Graham Stringer has been elected as the MP for the constituency of Blackley and Broughton with 23,887 votes.

Conservative MP Alexander Victor Elias was second with 9,485.

Mr Stringer said: “It has been a successful night for Labour in Manchester, it has been a dreadful night for Labour nationally.”

Despite a reduced share of the vote, Mr Stringer still led a 14,402 majority.

Graham Stringer was raised in Manchester, having attended Christ Church Primary School, Beswick and Moston Brook High School for Boys. He left Manchester to attend the University of Sheffield, where he graduated in 1971 with a degree in Chemistry.

He worked as an analytic chemist in the plastic industry, before becoming a local councillor for Manchester in 1979.

Stringer has held the seat for nine years, since the Blackley and Broughton seats merged in 2010. He previously held the seat in Blackley from 1997, when he took over the seat from the retired Kenneth Eastham.

He is the third Labour Member of Parliament in the Blackley constituency, which has been a safe Labour seat since Paul Ross defeated Erin Johnson in 1964.

The sixty-nine-year-old has proven himself a popular MP for Blackley and Broughton, having won the 2017 General Election with 70.45 per cent of the votes.

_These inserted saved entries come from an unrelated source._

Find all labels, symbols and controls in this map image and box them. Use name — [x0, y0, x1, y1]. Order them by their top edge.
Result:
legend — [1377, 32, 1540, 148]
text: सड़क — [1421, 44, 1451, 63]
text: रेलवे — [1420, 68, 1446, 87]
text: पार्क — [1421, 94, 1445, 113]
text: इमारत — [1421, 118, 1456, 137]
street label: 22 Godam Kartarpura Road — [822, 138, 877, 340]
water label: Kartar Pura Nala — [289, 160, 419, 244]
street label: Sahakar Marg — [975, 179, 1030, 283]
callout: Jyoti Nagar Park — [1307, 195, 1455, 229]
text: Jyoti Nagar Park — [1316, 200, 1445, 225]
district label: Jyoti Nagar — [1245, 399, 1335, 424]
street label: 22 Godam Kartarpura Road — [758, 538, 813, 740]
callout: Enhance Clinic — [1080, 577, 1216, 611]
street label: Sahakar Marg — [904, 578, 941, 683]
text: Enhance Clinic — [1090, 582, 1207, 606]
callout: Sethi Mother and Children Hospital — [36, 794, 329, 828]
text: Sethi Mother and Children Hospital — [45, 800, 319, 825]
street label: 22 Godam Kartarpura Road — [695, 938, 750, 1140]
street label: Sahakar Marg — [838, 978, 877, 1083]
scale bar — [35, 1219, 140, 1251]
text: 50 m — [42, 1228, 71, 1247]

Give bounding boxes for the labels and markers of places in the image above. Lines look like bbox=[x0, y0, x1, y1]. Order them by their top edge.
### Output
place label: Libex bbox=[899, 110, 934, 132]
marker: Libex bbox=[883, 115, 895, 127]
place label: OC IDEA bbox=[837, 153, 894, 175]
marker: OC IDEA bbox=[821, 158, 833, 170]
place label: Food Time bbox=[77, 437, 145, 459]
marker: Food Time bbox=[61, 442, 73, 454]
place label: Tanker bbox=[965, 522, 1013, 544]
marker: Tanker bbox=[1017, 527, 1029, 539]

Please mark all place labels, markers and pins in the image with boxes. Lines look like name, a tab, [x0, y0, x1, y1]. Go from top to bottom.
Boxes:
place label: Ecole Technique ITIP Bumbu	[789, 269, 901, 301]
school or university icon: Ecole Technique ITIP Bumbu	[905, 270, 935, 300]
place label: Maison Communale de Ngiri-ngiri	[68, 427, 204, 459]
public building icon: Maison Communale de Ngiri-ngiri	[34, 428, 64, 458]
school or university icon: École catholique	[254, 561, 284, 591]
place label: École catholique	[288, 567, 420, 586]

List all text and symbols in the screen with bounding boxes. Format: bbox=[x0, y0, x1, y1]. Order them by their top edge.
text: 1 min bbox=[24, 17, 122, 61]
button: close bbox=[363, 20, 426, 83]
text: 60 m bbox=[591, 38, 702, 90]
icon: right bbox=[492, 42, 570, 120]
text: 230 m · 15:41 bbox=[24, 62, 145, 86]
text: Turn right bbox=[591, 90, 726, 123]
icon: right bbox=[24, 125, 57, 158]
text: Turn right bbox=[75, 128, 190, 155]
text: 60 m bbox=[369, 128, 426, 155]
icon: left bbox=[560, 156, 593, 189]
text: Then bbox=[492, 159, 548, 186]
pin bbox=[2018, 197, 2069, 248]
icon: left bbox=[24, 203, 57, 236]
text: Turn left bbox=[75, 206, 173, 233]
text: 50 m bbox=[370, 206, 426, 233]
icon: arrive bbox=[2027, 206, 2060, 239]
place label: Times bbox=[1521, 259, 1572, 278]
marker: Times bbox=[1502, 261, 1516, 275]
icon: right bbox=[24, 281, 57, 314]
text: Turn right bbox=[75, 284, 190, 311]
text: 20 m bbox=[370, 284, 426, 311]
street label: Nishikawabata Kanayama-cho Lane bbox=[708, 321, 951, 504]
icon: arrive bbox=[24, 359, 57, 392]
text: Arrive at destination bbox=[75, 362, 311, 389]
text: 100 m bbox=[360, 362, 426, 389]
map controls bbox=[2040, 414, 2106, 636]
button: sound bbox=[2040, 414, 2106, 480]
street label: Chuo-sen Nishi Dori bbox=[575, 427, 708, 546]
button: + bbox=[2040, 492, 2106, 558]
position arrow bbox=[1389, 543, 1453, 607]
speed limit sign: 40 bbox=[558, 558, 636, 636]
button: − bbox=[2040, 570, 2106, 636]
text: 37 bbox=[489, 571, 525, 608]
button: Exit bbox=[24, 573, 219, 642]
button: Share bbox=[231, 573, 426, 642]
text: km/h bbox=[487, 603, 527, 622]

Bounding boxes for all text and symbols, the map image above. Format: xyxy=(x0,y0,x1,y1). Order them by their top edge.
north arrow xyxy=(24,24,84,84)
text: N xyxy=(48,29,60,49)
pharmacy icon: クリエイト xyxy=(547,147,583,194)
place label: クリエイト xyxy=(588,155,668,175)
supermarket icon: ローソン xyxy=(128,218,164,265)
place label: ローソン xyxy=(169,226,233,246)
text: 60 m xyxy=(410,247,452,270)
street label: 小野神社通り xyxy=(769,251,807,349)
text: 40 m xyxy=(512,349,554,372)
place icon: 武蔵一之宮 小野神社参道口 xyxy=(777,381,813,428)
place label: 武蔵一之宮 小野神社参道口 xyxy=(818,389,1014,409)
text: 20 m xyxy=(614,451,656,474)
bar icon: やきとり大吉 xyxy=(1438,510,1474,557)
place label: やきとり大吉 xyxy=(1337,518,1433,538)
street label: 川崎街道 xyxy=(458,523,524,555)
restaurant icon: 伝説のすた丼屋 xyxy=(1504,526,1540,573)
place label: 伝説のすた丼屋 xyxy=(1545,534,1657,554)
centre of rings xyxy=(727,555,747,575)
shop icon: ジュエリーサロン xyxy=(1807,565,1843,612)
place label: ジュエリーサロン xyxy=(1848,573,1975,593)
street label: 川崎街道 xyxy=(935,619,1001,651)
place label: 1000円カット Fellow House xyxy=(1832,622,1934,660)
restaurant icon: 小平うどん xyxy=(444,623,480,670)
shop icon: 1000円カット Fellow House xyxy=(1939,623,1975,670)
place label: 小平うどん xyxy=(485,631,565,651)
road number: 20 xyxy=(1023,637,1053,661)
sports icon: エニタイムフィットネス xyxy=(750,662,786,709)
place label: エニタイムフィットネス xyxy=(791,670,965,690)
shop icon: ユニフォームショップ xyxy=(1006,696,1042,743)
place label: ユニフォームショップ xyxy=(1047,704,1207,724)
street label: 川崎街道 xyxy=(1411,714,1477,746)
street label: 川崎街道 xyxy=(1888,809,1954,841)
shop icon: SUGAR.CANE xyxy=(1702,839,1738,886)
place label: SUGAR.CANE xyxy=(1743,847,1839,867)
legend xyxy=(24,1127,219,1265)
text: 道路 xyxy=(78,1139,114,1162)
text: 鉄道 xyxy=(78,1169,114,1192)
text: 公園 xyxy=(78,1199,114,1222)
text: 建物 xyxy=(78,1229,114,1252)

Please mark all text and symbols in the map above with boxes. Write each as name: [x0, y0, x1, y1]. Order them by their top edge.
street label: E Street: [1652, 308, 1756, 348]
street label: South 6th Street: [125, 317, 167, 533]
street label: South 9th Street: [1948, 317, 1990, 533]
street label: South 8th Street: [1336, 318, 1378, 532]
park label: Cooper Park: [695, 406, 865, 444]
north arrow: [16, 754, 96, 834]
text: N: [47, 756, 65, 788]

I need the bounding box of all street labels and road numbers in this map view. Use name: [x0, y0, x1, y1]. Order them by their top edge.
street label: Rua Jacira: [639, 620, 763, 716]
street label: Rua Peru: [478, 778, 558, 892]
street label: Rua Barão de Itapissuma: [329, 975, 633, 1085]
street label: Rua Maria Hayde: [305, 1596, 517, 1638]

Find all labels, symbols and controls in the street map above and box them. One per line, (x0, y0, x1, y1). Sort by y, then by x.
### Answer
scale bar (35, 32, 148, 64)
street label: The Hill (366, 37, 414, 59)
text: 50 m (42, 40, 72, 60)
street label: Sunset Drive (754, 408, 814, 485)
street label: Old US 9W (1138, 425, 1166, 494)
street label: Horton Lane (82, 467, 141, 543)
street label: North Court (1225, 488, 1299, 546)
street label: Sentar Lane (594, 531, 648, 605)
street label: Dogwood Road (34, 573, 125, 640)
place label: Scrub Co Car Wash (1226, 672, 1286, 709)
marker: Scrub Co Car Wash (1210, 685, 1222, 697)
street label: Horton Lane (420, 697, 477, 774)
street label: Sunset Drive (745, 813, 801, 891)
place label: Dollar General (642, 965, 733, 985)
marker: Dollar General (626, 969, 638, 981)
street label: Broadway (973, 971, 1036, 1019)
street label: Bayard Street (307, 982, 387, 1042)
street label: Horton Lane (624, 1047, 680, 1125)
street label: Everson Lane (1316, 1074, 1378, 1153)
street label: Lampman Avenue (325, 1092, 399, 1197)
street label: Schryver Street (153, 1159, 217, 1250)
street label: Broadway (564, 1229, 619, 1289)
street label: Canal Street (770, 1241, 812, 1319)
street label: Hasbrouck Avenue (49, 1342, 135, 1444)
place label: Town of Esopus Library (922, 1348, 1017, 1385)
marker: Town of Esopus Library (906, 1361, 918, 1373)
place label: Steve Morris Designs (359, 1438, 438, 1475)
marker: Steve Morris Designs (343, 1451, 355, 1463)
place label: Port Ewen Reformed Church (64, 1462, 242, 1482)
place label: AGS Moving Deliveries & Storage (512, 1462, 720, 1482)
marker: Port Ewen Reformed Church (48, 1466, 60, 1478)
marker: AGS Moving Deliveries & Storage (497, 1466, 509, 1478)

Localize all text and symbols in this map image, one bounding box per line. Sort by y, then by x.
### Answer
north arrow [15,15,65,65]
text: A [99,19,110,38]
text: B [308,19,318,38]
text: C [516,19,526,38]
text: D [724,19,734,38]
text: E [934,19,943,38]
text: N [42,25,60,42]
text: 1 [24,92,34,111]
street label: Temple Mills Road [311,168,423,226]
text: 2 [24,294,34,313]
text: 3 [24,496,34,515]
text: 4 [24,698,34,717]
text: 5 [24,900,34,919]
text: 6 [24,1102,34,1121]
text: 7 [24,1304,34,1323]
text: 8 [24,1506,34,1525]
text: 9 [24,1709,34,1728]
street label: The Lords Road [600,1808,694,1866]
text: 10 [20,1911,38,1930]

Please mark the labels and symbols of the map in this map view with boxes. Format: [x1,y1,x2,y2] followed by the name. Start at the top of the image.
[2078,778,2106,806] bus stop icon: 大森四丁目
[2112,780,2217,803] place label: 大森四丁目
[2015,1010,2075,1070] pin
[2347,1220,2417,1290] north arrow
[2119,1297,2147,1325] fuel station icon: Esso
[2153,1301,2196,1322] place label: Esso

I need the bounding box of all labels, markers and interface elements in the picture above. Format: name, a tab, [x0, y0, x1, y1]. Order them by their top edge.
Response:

He became a member of the Environment, Transport and Regional Affair Committee in 1997 and served on this until he became a parliamentary secretary in 1999.

After spells as both a back bencher and parliamentary whip, he served on the transport committee for six-years. During this time, he campaigned against congestion charges in Greater Manchester.

Stringer is also a member of Labour Friends of Israel, promoting the relationship between Britain and Israel.

He has previously criticised Labour party leaders, being the first member of parliament to publicly call for Gordon Brown to resign as the Prime minster in 2008 and branding Ed Miliband’s 2014 election campaign “unforgivably unprofessional”.

Stringer has also made headlines as a prominent Eurosceptic in the Labour Party and favoured an EU referendum. In 2018, he was one of the four Labour MP’s to oppose the amendment for the UK to remain in the customs union in the event of a no deal Brexit.